## TRY IT
Using the data below, show every line where the word "center" occurs.

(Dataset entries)

◆ ◆ ◆ ◆

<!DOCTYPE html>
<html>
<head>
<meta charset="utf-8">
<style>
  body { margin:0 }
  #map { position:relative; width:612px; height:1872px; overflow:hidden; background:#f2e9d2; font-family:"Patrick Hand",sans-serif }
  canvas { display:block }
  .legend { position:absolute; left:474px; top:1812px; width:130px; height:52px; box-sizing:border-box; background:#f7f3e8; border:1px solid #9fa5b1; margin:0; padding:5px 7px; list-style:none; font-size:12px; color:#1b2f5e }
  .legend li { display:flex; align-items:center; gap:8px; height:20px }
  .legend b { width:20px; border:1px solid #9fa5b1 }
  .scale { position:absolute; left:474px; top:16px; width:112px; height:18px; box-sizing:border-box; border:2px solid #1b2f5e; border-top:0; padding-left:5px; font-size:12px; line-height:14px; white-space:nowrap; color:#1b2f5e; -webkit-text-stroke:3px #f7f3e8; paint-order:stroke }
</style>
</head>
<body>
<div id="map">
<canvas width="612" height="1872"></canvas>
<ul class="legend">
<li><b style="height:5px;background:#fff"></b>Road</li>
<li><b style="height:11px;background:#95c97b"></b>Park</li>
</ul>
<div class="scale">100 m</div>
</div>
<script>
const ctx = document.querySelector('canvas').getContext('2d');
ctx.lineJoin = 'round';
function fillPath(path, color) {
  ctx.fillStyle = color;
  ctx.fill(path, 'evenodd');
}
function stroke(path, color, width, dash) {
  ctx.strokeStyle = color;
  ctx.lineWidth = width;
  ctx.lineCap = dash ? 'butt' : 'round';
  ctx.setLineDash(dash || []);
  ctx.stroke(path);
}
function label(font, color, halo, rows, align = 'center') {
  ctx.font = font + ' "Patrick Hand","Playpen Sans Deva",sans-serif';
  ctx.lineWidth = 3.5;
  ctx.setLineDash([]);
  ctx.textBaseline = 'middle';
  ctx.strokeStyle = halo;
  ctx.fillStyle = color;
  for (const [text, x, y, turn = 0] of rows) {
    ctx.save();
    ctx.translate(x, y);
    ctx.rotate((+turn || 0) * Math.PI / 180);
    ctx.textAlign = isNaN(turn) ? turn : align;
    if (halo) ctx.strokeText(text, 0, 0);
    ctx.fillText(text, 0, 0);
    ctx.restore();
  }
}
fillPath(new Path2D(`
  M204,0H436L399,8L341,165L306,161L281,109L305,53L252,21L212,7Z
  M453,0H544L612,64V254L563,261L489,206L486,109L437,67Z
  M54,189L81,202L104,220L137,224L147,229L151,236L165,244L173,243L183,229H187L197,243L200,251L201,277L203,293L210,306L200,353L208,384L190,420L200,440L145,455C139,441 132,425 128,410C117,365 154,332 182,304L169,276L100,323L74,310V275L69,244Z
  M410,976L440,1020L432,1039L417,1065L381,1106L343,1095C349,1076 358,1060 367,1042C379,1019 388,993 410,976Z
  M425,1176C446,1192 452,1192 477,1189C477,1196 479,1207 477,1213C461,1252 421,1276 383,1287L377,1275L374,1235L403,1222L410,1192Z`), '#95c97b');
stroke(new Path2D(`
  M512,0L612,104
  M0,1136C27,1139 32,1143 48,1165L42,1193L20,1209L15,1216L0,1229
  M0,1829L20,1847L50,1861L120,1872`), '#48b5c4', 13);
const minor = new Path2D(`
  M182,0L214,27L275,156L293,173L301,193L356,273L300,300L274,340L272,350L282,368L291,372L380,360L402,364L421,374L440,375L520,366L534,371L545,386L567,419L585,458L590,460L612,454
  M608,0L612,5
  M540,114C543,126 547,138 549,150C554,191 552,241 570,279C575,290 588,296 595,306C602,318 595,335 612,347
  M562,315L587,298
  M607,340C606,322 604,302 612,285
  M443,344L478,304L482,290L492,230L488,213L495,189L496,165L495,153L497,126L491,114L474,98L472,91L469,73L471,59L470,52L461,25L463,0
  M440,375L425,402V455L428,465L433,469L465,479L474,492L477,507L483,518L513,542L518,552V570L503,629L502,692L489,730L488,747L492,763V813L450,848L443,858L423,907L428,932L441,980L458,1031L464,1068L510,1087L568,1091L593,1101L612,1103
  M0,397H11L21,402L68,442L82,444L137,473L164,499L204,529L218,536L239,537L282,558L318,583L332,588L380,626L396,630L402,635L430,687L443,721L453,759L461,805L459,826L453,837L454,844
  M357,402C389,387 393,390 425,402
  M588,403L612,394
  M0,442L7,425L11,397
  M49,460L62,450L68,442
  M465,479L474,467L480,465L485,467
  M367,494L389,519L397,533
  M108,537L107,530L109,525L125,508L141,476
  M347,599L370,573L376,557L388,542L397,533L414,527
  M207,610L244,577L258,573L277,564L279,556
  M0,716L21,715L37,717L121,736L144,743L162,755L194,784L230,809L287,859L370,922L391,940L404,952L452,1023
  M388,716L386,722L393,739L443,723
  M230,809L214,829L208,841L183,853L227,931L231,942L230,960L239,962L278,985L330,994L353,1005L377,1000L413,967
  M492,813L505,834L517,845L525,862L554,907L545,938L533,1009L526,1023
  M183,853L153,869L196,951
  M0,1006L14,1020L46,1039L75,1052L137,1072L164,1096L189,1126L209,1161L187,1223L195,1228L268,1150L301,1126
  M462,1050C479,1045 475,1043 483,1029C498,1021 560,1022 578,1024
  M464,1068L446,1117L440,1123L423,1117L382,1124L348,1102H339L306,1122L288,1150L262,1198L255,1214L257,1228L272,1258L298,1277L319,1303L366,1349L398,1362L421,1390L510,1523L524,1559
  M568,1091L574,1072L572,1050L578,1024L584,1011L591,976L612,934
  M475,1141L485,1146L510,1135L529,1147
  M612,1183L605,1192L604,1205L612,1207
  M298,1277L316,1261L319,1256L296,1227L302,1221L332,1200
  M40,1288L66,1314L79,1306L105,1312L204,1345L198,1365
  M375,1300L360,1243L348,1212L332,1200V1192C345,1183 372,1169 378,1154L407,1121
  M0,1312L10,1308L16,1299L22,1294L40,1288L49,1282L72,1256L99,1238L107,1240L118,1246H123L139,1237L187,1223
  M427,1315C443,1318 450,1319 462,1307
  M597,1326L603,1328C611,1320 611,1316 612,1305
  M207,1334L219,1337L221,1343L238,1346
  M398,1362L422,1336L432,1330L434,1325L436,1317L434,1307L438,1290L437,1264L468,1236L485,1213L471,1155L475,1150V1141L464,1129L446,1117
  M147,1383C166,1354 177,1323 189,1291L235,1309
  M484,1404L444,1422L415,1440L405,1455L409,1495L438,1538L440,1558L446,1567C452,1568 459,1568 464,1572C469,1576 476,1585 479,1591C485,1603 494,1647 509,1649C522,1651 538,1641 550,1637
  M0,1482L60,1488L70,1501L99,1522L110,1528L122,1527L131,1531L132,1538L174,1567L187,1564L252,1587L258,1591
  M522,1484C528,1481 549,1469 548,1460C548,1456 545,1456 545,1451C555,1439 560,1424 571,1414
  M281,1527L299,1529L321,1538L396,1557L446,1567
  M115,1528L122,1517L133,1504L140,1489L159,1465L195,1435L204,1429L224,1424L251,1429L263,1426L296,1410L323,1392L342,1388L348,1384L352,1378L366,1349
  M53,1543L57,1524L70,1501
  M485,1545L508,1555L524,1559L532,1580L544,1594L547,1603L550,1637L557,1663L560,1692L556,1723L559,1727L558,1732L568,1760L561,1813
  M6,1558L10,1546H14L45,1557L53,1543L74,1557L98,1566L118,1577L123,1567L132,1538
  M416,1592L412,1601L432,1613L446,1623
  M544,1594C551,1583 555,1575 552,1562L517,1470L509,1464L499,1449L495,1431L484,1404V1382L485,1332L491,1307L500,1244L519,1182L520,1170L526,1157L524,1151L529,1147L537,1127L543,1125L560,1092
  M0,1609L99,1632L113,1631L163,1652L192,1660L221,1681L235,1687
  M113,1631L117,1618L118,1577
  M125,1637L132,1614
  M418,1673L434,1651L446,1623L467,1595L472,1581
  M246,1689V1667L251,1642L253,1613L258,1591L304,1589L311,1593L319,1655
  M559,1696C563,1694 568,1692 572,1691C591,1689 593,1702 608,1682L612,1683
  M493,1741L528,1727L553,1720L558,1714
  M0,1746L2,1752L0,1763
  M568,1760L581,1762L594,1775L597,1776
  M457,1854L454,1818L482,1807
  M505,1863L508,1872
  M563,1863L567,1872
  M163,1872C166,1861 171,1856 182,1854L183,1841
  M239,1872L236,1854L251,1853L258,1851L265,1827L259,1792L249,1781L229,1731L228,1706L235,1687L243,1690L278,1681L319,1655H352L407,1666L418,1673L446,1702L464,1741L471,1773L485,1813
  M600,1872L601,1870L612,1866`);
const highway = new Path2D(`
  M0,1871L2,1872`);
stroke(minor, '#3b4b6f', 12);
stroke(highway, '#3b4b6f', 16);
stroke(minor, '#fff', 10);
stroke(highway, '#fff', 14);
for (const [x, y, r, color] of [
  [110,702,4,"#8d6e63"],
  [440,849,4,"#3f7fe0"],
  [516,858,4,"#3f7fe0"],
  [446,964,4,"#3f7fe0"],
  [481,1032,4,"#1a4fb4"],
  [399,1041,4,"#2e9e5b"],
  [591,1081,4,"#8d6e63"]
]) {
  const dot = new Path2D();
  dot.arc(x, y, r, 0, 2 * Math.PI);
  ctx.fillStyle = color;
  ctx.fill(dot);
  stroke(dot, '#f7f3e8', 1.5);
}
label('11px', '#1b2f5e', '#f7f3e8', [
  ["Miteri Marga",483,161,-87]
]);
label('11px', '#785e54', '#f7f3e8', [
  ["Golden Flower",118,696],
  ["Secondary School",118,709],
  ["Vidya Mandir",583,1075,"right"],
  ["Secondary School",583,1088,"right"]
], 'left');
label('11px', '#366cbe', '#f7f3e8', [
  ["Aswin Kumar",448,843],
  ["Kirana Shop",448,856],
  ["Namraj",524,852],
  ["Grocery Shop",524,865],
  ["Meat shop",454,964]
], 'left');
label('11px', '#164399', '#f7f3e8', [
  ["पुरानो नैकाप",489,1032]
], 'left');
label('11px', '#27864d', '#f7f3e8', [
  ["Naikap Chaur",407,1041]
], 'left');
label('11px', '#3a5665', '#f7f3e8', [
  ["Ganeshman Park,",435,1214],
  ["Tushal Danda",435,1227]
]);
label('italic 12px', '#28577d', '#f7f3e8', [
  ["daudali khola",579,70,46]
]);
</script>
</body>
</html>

◆ ◆ ◆ ◆

## SOLVED PROBLEM
  .legend li { display:flex; align-items:center; gap:8px; height:20px }
function label(font, color, halo, rows, align = 'center') {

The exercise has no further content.